## Exercise brief
Return the data below in full and exactly, except that the pictures are dropped.

Stored items
== Segment start ==

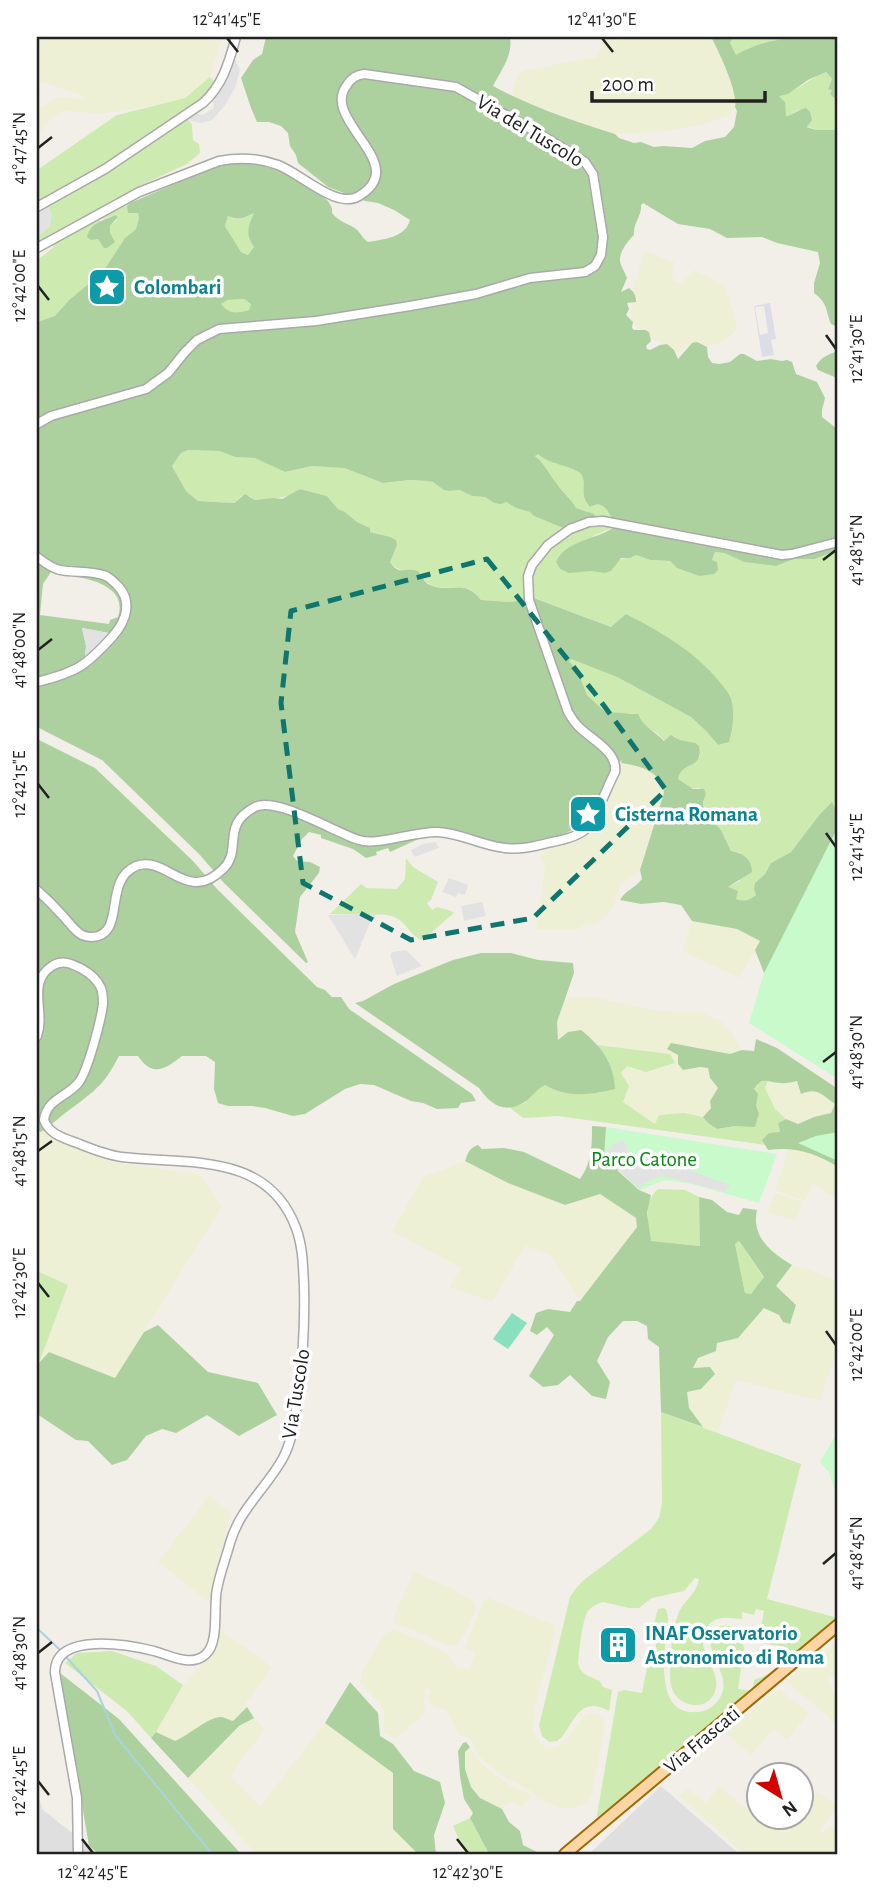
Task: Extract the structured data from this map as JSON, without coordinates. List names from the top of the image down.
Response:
{
  "streets": {
    "main road": ["Via Frascati"],
    "street": ["Via del Tuscolo", "Via Tuscolo"]
  },
  "parks": ["Parco Catone"],
  "places": {
    "place": ["Colombari", "Cisterna Romana"],
    "building": ["INAF Osservatorio Astronomico di Roma"]
  },
  "scale_bar": "200 m",
  "north": "bottom right",
  "coordinates": [
    "12°41'45\"E",
    "12°41'30\"E",
    "41°47'45\"N",
    "12°42'00\"E",
    "41°48'15\"N",
    "41°48'00\"N",
    "12°42'15\"E",
    "41°48'30\"N",
    "12°42'30\"E",
    "41°48'45\"N",
    "12°42'45\"E"
  ]
}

== Segment end ==

## Answer for the task
Task: Extract the structured data from this map as JSON, without coordinates. List names from the top of the image down.
Response:
{
  "streets": {
    "main road": ["Via Frascati"],
    "street": ["Via del Tuscolo", "Via Tuscolo"]
  },
  "parks": ["Parco Catone"],
  "places": {
    "place": ["Colombari", "Cisterna Romana"],
    "building": ["INAF Osservatorio Astronomico di Roma"]
  },
  "scale_bar": "200 m",
  "north": "bottom right",
  "coordinates": [
    "12°41'45\"E",
    "12°41'30\"E",
    "41°47'45\"N",
    "12°42'00\"E",
    "41°48'15\"N",
    "41°48'00\"N",
    "12°42'15\"E",
    "41°48'30\"N",
    "12°42'30\"E",
    "41°48'45\"N",
    "12°42'45\"E"
  ]
}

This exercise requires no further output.